Parameter intuition and estimation tips

Small $k_{e0}$ values produce large lags and hysteresis; $t_{1/2,e0} = \ln(2)/k_{e0}$ is a handy descriptor to communicate.
The slope of the concentration–effect loop near peak effect shrinks as $k_{e0}$ decreases; look for sampling around $t_{1/2,e0}$ to identify it.
Use observed effect-time data to initialize $k_{e0}$: the delay between $C_\text{max}$ and $E_\text{max}$ is roughly $3$–$4$ half-lives of the effect compartment.
When fitting nonlinear mixed effects models, estimate $k_{e0}$ before reintroducing $E_{\max}$ variability—their correlation can otherwise stall convergence.
Link models can connect $C_e$ to intermediate transduction states when the ultimate effect is categorical or composite (e.g., sedation scores).

Worked example: propofol EEG suppression

Propofol produces rapid plasma decay yet a lag in electroencephalogram (EEG) suppression, making it a classic effect-compartment problem. A simplified bolus model is:

$$ \begin{aligned} \frac{dC_p}{dt} &= -\frac{CL}{V} C_p \\ \frac{dC_e}{dt} &= k_{e0} (C_p - C_e) \\ E(t) &= E_0 - \frac{E_{\max} \, C_e(t)^\gamma}{EC_{50}^\gamma + C_e(t)^\gamma} \end{aligned} $$

where $E(t)$ is the fraction of baseline beta activity in the EEG. Published analyses (Sheiner & Stanski, Anesthesiology. 1984;60:217–228) report $k_{e0}$ around $0.26 \ \text{min}^{-1}$ for propofol.
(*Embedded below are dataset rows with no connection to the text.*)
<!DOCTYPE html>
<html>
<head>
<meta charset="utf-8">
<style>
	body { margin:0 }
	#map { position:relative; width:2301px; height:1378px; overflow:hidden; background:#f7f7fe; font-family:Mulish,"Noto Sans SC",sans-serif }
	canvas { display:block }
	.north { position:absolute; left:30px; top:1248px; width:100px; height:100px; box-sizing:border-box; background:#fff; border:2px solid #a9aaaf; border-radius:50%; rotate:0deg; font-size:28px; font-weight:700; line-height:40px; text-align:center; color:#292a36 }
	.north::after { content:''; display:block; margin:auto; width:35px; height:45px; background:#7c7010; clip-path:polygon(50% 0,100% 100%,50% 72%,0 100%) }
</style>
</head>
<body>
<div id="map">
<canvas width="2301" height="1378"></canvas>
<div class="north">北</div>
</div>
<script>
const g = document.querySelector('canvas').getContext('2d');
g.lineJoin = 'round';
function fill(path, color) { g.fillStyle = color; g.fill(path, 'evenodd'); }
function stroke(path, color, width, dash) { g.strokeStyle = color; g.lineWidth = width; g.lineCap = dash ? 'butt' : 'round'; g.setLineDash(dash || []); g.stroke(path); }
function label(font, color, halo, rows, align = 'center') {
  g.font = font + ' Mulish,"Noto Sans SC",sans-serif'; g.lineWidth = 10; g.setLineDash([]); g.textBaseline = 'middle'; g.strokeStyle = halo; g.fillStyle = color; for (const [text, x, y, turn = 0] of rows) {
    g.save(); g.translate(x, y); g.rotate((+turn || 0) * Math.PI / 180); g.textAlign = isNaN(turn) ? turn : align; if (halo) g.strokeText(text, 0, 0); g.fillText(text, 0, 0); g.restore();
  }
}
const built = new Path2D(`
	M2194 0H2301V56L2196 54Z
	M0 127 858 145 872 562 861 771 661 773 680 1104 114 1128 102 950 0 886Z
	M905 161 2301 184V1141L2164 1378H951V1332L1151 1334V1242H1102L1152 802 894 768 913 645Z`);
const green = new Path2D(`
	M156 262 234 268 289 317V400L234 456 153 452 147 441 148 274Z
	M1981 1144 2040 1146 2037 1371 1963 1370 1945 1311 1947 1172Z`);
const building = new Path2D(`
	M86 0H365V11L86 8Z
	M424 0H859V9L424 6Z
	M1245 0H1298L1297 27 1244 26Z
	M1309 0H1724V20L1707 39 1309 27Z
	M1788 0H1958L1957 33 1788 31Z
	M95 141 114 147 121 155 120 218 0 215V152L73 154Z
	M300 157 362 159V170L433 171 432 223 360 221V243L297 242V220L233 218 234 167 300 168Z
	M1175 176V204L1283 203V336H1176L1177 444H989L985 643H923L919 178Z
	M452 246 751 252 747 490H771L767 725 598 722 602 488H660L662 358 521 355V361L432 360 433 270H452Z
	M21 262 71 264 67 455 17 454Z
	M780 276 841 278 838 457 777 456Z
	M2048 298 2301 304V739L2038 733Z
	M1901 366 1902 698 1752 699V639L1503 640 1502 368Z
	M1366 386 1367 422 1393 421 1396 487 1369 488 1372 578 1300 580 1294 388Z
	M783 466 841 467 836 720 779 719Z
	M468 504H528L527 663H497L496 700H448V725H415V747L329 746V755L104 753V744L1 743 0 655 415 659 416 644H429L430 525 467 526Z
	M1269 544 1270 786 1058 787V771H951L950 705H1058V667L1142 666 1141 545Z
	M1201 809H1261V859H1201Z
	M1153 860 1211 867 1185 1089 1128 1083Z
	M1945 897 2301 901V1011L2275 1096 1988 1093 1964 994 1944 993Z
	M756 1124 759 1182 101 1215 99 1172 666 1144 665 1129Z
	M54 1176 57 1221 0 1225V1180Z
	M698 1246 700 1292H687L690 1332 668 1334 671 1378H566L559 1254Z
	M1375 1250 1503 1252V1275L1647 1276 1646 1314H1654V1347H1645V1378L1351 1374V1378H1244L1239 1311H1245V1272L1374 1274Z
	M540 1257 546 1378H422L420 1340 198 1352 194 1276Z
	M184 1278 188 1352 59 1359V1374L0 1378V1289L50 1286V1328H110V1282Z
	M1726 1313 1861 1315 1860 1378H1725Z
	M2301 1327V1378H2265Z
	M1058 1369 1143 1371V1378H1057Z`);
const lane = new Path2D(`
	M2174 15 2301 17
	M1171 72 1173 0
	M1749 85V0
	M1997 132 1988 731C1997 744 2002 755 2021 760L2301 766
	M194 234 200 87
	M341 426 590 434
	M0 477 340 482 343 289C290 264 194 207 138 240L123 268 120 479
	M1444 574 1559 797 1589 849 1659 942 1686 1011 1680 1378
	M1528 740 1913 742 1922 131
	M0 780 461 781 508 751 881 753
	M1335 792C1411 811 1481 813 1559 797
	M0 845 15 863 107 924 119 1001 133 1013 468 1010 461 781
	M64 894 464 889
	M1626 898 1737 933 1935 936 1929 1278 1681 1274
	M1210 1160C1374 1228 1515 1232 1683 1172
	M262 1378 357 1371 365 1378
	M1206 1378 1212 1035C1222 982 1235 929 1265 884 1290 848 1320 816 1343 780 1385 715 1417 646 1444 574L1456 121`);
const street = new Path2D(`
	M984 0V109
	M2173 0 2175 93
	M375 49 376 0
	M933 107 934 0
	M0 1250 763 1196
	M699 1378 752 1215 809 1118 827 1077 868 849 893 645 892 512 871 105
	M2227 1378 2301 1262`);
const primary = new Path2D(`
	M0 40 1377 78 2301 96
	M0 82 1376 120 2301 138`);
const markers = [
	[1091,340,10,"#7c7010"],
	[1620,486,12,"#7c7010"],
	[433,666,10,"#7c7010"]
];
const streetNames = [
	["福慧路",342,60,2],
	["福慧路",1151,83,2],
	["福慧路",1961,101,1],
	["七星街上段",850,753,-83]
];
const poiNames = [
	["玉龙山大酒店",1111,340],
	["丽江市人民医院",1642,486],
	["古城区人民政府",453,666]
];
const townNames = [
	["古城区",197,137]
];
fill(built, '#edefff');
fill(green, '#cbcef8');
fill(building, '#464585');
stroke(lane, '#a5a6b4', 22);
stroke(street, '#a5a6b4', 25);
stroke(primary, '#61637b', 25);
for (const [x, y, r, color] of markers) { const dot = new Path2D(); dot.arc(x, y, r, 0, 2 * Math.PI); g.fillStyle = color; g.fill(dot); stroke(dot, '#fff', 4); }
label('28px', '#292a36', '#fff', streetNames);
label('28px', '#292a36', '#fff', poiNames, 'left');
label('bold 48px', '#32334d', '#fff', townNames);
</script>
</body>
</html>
Simulating the effect-compartment model

import numpy as np
from scipy.integrate import solve_ivp

CL, V = 90.0, 30.0            # L/min, L
ke0 = 0.26                    # min^-1
E0, Emax = 100.0, 90.0        # baseline %, maximal drop %
EC50, gamma = 1.8, 2.2        # mg/L, Hill coefficient
dose = 150.0                  # mg IV bolus

def rhs(t, y):
    Cp, Ce = y
    dCp = -(CL / V) * Cp
    dCe = ke0 * (Cp - Ce)
    return [dCp, dCe]

C0 = dose / V
sol = solve_ivp(rhs, [0, 20], [C0, 0.0], dense_output=True)
time = np.linspace(0, 20, 200)
Cp, Ce = sol.sol(time)
effect = E0 - Emax * (Ce**gamma) / (EC50**gamma + Ce**gamma)
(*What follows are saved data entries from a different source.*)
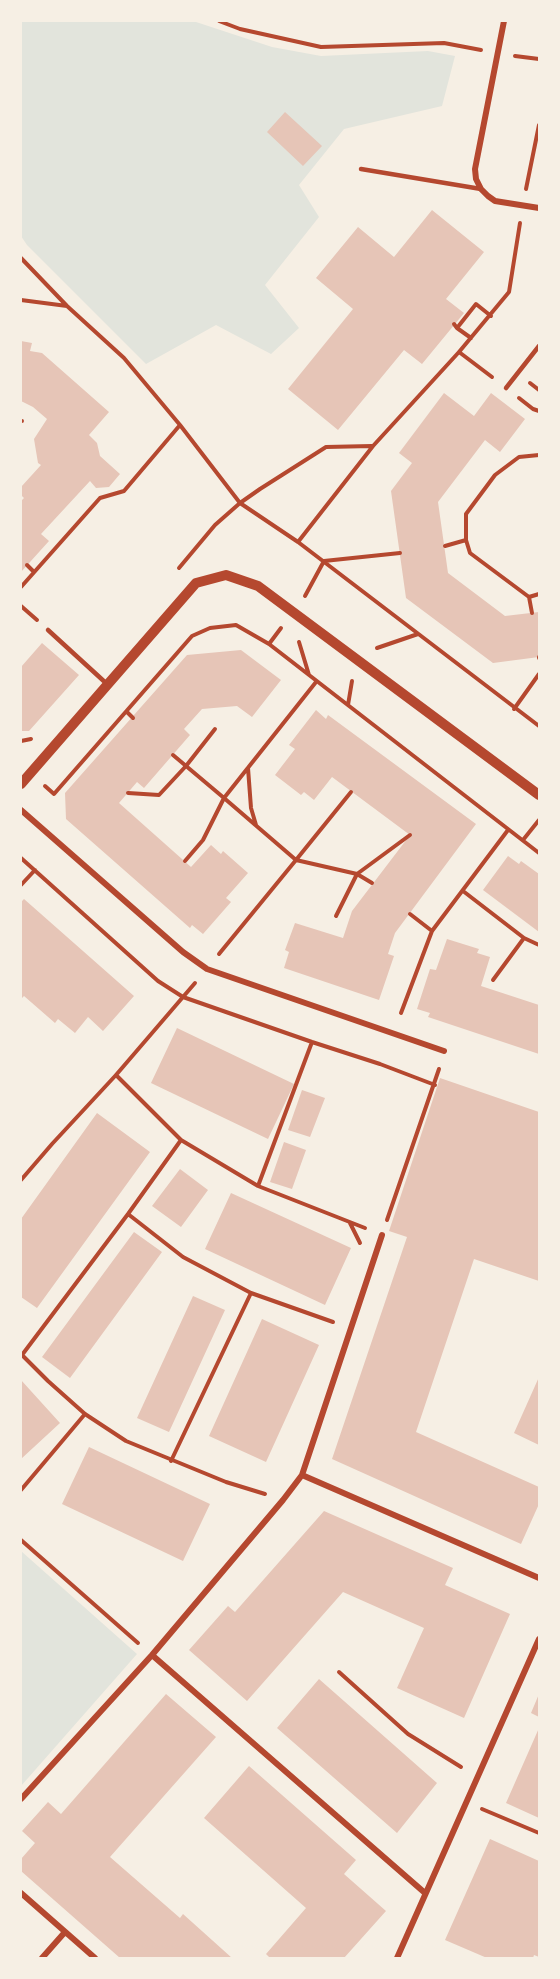 <!DOCTYPE html>
<style>
body{margin:0}
#map{position:relative;width:560px;height:1979px;overflow:hidden;background:#f6efe4;font-family:Arial,sans-serif}
canvas{display:block}
.frame{position:absolute;inset:0;border:22px solid #f6efe4;pointer-events:none}
</style>
<div id="map">
<canvas width="560" height="1979"></canvas>
<div class="frame"></div>
</div>
<script>
const g = document.querySelector('canvas').getContext('2d');
g.lineJoin = 'round';
function fill(path, color) { g.fillStyle = color; g.fill(path, 'evenodd'); }
const poly = rows => new Path2D(rows.map(r => 'M' + r).join(''));
function stroke(path, color, width, dash) { g.strokeStyle = color; g.lineWidth = width; g.lineCap = dash ? 'butt' : 'round'; g.setLineDash(dash || []); g.stroke(path); }
fill(poly([
 [21,21,193,21,272,47,321,56,428,51,455,56,442,106,344,129,299,185,319,217,265,285,299,328,271,354,216,325,146,364,27,245,21,236],
 [21,1551,137,1654,21,1786]
]), '#e2e4dc');
fill(poly([
 [285,112,322,146,303,166,267,132],
 [432,210,484,252,446,299,464,313,422,364,404,350,338,430,288,389,353,309,316,278,358,227,394,257],
 [21,341,32,343,30,351,42,353,109,412,89,435,97,443,100,456,120,474,109,487,96,488,90,481,41,534,49,541,21,572,21,501,24,498,21,495,21,487,41,465,38,463,34,439,47,419,33,407,21,401],
 [444,393,474,416,491,393,525,419,500,452,485,440,438,502,448,573,505,616,539,612,539,657,493,663,406,598,391,491,412,463,399,453],
 [42,643,79,675,29,731,21,731,21,667],
 [241,650,281,680,252,717,237,706,202,709,184,729,190,735,144,788,137,782,119,803,191,867,211,845,221,854,223,851,248,873,226,898,231,902,203,934,192,925,190,928,66,819,65,793,187,655],
 [316,710,326,719,328,715,476,824,395,933,388,954,394,956,379,1000,284,968,289,952,285,950,295,923,343,938,352,911,410,835,332,777,314,800,304,792,301,795,275,775,295,749,289,745],
 [508,856,519,864,521,861,539,874,539,932,483,890],
 [24,899,134,996,103,1031,88,1017,75,1033,58,1019,55,1023,24,996,21,999,21,902],
 [447,939,479,949,477,953,490,957,481,986,539,1005,539,1054,428,1017,430,1013,417,1009,430,969,436,970],
 [177,1028,294,1084,268,1139,151,1083],
 [440,1078,539,1112,539,1281,474,1259,416,1432,539,1487,539,1504,521,1544,332,1459,407,1237,389,1231],
 [302,1090,325,1098,310,1137,288,1130],
 [97,1113,150,1152,37,1308,21,1297,21,1219],
 [284,1142,306,1150,292,1189,270,1182],
 [180,1169,208,1190,181,1227,152,1206],
 [231,1193,351,1248,325,1305,205,1249],
 [134,1232,162,1252,70,1378,42,1357],
 [193,1296,225,1310,169,1432,137,1418],
 [262,1319,319,1345,266,1462,209,1436],
 [539,1377,539,1445,514,1433],
 [21,1380,60,1423,21,1459],
 [89,1447,210,1504,183,1561,62,1504],
 [324,1511,453,1568,445,1585,510,1614,464,1718,397,1688,424,1628,343,1592,247,1701,189,1650,228,1606,235,1612],
 [319,1679,437,1783,397,1833,277,1728],
 [166,1694,216,1737,110,1857,180,1918,183,1914,232,1958,120,1958,21,1871,21,1859,35,1843,22,1831,48,1802,61,1814],
 [539,1694,539,1717,531,1713],
 [539,1728,539,1818,506,1803],
 [249,1766,356,1860,344,1874,386,1911,344,1958,270,1958,266,1954,306,1908,204,1818],
 [490,1839,539,1861,539,1957,534,1955,533,1958,487,1958,445,1940]
]), '#e6c5b7');
stroke(poly([
 [219,21,240,29,321,47,444,43,481,50],
 [515,56,539,59],
 [526,189,539,125],
 [21,258,67,306,124,358,180,425,240,503,298,542,539,726],
 [21,300,67,306],
 [454,324,457,328,476,304,491,316],
 [457,328,471,338],
 [459,352,492,377],
 [530,383,539,390],
 [519,398,533,409,539,411],
 [21,421,22,421],
 [539,455,519,457,495,475,466,514,466,540,470,553,529,597,539,594],
 [298,542,373,446,459,352,509,292,520,223],
 [445,546,466,540],
 [27,565,34,572],
 [179,568,215,525,240,503,260,489,326,447,372,446],
 [21,587,100,498,124,491,180,425],
 [305,596,324,561,400,553],
 [529,597,532,613],
 [21,606,37,620],
 [299,642,309,675],
 [269,644,281,628],
 [377,648,418,634],
 [539,657,539,658],
 [348,705,352,681],
 [514,709,539,674],
 [127,712,133,718],
 [21,741,31,739],
 [173,755,224,798,316,682],
 [248,768,251,808,256,825],
 [45,786,54,794,192,636,210,628,236,625,269,644,539,853],
 [128,793,159,795,186,766,215,729],
 [523,840,539,820],
 [21,858,158,981,183,997,312,1042,380,1064,435,1085],
 [185,861,203,840,224,798,296,860,351,792],
 [21,885,35,870],
 [463,891,524,938,539,945],
 [410,914,432,931],
 [336,916,357,874,410,835],
 [219,954,296,860,357,874,372,883],
 [493,980,524,938],
 [401,1013,432,931,508,830],
 [116,1075,181,1140,258,1186,365,1228],
 [21,1180,52,1144,116,1075,195,983],
 [258,1186,312,1042],
 [128,1214,183,1257,251,1293,333,1322],
 [387,1220,439,1069],
 [350,1223,360,1243],
 [21,1354,48,1381,85,1414,126,1441,226,1482,265,1494],
 [22,1355,128,1214,181,1140],
 [171,1461,251,1293],
 [21,1490,85,1414],
 [21,1540,138,1643],
 [339,1672,408,1734,461,1767],
 [482,1809,539,1833]
]), '#b5482f', 4);
stroke(poly([
 [361,169,481,189],
 [506,388,539,346],
 [48,630,107,684]
]), '#b5482f', 4.5);
stroke(poly([
 [504,21,475,169,476,179,481,189,488,196,495,201,539,208],
 [21,810,183,952,207,969,444,1051],
 [302,1475,539,1578],
 [152,1655,425,1893],
 [21,1799,152,1655,283,1500,302,1475,382,1235],
 [21,1893,95,1958],
 [42,1958,65,1932],
 [397,1958,539,1639]
]), '#b5482f', 6);
stroke(poly([
 [21,784,196,583,226,575,258,586,539,795]
]), '#b5482f', 10);
</script>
This script integrates joint PK and effect-compartment equations through 20 minutes. The effect trace shows maximal EEG suppression several minutes after plasma peaks and a slower recovery—behavior impossible to match with a direct-response model.

Simulated Cp and Ce time profiles.

Figure: Solving the coupled PK and effect compartments shows the lagging effect-site concentration that drives delayed onset.

Diagnostics for effect-compartment models

Plot effect versus $C_p$ and versus $C_e$; only the latter should collapse hysteresis if the effect compartment is appropriate.
Check conditional weighted residuals against time and $C_e$; structure in residuals often signals mis-specified $k_{e0}$.
Run visual predictive checks on both effect-time profiles and effect-versus-$C_p$ loops; the VPC for the loop quickly reveals whether hysteresis is captured.
Profile likelihood or bootstrap $k_{e0}$ alongside potency terms to quantify the strong correlation typically observed.

Communicating model implications

Translate $k_{e0}$ into a clinically meaningful equilibration half-life and compare against onset/offset expectations.
Clarify how delayed onset informs titration (e.g., wait two $t_{1/2,e0}$ before adjusting infusions).
Document whether covariates shift $k_{e0}$ or pharmacodynamic potency—implementation teams need to know if delays or sensitivity drive inter-patient differences.

References

Sheiner LB, Stanski DR, Vozeh S, Miller RD, Ham J. Anesthesiology. 1979;50:1–12.
Sheiner LB, Stanski DR. Anesthesiology. 1984;60:217–228.
Schnider TW, Minto CF, et al. Anesthesiology. 1998;88:1170–1182.